A team of researchers from the Swiss Federal Institute for Forest, Snow and Landscape Research (WSL), conducted a study to assess the sustainability of urban beekeeping in Switzerland, through the use of a computational model.
How did researchers assess the threat of beekeeping in Swiss cities?
Beekeeping is currently thriving in Swiss cities. However, the uncontrolled increase in bees and honeybees is creating an escalating pressure for wild pollinators, which is essentially threatening urban biodiversity. This therefore suggests that beekeeping in cities requires better regulation.
Scientists from WSL, Joan Casanelles Abella and Marco Moretti, developed and utilised a computational model that compared the existing amount of hives in fourteen Swiss cities with the available ‘flowering environment’ between the years 2012-2018.
They discovered that the amount of beekeeping sites nearly tripled in that time, from 3,139 to 9,370. The model weighs the honeybees’ demand for green space against their actual availability, and for the majority of the cities studied, the model indicated a negative balance, indicating that there is an inadequate supply of floral resources to satisfy the demands of the honeybees.
“The key message from our results is that urban green spaces can’t keep up with the existing density of hives,” commented Casanelles Abella. The researchers’ findings reinforce a similar trend observed in other European cities such as Paris, Berlin, and London.
In comparison to this, a scientific study from Great Britain revealed that 7.5 beehives per km2 of green space is a suitable limit for a sustainable beehive density. In Switzerland, however, only rural areas comply with this value, whereas in cities the hive distribution is much denser and frequently exceeds the limit. Even when the researchers replicated an expansion in urban green space with a model calculation, there was no considerable development.
“Increasing green spaces by 75% is very unrealistic anyway, but it shows that in truth there are simply not enough resources,” added Abella.
What competition are bees facing regarding pollination?
Bees and honeybees are not the only pollinating insects in cities. “When you overcharge a system beyond its carrying capacity, you automatically exhaust all its resources. In turn, this causes the other organisms that depend on the same resources to suffer,” explained Abella.
This means that the food shortage impacts all insects that feed on the same flowering plants that the honeybees do, including wild bees. Of the approximately 600 wild bee species in Switzerland, roughly 45% are considered endangered. Cities can harbour a surprisingly large diversity of wild bees’ species; a recent WSL study revealed that Zurich harbour approximately 164 different species of bees.
The exact extent of the negative impacts that beekeeping is having on biodiversity is difficult to determine. Urban beekeeping contributes to the already decreasing wild bee diversity, with bees suffering from the combined actions of all ongoing global stressors, including climate change, lack of flower resources, and pests.
“We are in a phase where biodiversity is steadily declining and nature is already facing major challenges,” noted researchers.
How can these negative impacts be managed?
Researchers stress that there is primarily a lack of information and control on the subject. “People often perceive honeybees as wild animals because they live and move freely. In reality, however, they are kept and bred just like other livestock. And as for these, humans must provide an adequate food supply for honeybees,” said Abella.
Traditionally, beekeeping is a form of agriculture, but in cities, the breeding of honeybees has progressively become a recreational activity. The vast majority of people who are keeping honeybees are individuals who want to contribute to a natural environment.

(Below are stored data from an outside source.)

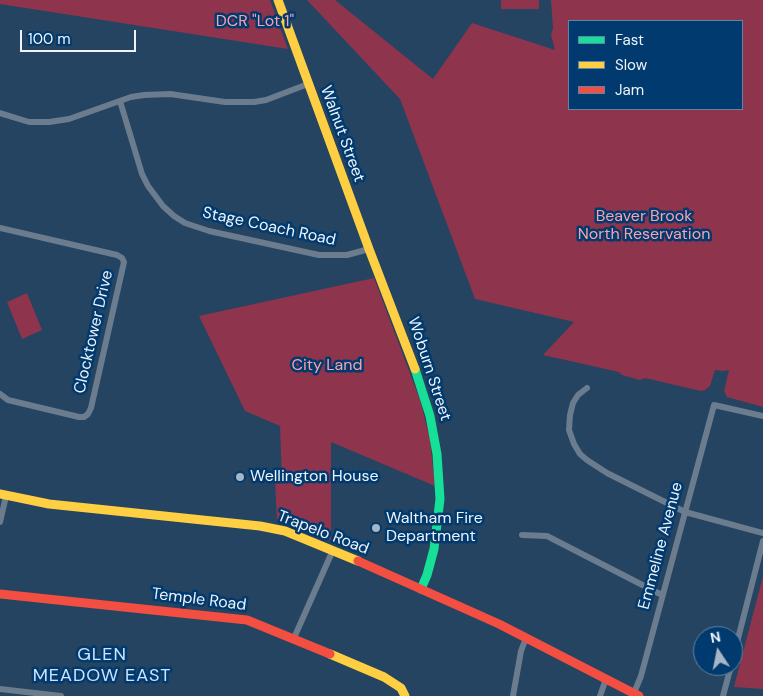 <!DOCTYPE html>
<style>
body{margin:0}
#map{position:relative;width:763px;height:696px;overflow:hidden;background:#244461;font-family:"DM Sans",sans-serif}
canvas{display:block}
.legend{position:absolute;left:568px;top:20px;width:175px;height:90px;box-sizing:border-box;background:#003a6e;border:1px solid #5f84a6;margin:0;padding:6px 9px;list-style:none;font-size:15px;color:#edf3f9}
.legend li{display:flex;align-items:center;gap:10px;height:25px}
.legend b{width:25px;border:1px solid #5f84a6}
.north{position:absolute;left:693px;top:626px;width:50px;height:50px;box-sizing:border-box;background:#003a6e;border:1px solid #5f84a6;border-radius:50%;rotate:349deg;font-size:14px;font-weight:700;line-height:20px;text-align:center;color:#edf3f9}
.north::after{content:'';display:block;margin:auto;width:18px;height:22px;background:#a7b6c4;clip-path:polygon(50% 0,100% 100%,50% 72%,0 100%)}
.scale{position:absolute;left:20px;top:30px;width:116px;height:22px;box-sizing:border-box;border:2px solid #edf3f9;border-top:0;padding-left:6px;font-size:15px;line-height:18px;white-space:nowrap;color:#edf3f9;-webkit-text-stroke:4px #003a6e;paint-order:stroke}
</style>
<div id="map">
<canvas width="763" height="696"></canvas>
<ul class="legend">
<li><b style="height:6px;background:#16e098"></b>Fast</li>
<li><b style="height:6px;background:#ffcf43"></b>Slow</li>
<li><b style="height:6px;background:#f24e42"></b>Jam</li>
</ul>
<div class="north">N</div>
<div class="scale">100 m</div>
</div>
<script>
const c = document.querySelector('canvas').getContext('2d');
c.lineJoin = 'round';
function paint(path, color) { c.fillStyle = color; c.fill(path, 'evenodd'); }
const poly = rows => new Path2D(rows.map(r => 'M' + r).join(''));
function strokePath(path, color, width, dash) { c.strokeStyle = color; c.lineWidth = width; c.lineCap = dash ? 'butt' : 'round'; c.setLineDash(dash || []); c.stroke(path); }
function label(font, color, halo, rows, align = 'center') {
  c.font = font + ' "DM Sans",sans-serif'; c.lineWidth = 5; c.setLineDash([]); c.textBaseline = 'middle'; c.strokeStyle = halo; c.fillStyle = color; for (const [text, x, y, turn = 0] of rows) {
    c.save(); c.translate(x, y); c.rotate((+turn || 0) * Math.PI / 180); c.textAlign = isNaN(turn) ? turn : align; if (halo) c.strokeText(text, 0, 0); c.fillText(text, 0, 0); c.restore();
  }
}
const green = poly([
 [0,0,270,0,288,49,0,4],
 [307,0,335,0,433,79,472,23,555,50,551,35,553,28,551,0,763,0,763,407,727,397,724,391,729,370,723,371,715,370,710,386,705,390,701,391,645,378,640,380,622,375,619,372,543,355,574,322,475,299,400,99],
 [569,21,742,21,742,109,569,109],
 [501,0,539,0,539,9,501,9],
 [374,278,420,400,430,439,435,486,331,442,331,540,285,520,277,519,275,481,282,481,280,426,245,411,199,316],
 [27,293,42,330,22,339,7,302],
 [763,576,763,689,734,687]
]);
const street = poly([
 [120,101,142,174,148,186,163,206,174,216,185,223,209,231,319,255,347,255,369,249],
 [0,113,29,122,49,122,69,119,131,97,144,95,170,94,225,102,254,102,266,100,308,84],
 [0,228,117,255,122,258,124,262,91,408,88,414,84,417,79,417,8,400,0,394],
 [587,388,578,395,573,403,570,415,569,430,574,444,580,454,587,460,607,473,685,512,763,533],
 [0,522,6,496],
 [522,535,547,536,662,595],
 [294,638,333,550],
 [733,658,763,541],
 [0,689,61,696],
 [634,693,641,676,714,405,763,416],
 [513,696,521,651,526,638],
 [600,696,606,679],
 [723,696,731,666]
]);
const fast = poly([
 [415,369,430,416,437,454,440,499,434,549,427,575,421,589]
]);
const slow = poly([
 [278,0,369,249,415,369],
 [0,494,49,504,260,526,285,531,358,561],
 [330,654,384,677,401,688,405,696]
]);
const jam = poly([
 [358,561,499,624,639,696],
 [0,594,247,620,330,654]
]);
const markers = [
 [240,477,5,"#a7b6c4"],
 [376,528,5,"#a7b6c4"]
];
const parkNames = [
 ["DCR \"Lot 1\"",255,22],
 ["Beaver Brook",644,217],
 ["North Reservation",644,235],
 ["City Land",327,366]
];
const streetNames = [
 ["Walnut Street",342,134,70],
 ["Stage Coach Road",269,227,12],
 ["Clocktower Drive",94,332,-77],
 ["Woburn Street",429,369,72],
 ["Trapelo Road",323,533,21],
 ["Emmeline Avenue",661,546,-75],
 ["Temple Road",199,600,7]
];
const poiNames = [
 ["Wellington House",250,477],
 ["Waltham Fire",386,519],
 ["Department",386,537]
];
const neighbourhoodNames = [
 ["GLEN",102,655],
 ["MEADOW EAST",102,676]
];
paint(green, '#8f344d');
strokePath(street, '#6b7c8e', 6);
strokePath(fast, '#16e098', 9);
strokePath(slow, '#ffcf43', 9);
strokePath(jam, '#f24e42', 9);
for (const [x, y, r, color] of markers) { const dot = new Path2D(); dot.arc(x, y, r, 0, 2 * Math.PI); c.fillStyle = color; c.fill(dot); strokePath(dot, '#003a6e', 2); }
label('16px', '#fba1ac', '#003a6e', parkNames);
label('16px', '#edf3f9', '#003a6e', streetNames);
label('16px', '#edf3f9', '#003a6e', poiNames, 'left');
c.letterSpacing = '1px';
label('18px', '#cee4fe', '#003a6e', neighbourhoodNames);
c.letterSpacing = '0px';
</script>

It is relatively easy to get started with recreational beekeeping; the only legal requirement is the registration of the new bee colony— training is merely a recommendation, and there are no regulations regarding where and how far apart the hives should be placed.
”We need to come up with a clever strategy to control the density of beehives, just like you do with other livestock, without negatively affecting people’s good will,” Abella concluded.
Researchers have suggested approaches that could help improve the current negative impacts of beekeeping, such as introducing legally required minimum distances between bee colonies, defining areas in the city of high value for wild bees, as well as better monitoring of the available floral resources. For example, this could be accomplished by using biodiversity maps.
Additionally, the public needs to be better educated about the adverse impacts of beekeeping, so that urban biodiversity is not thrown out of balance. Cities contain important habitats and, if managed sustainably, they could contribute significantly to biodiversity conservation.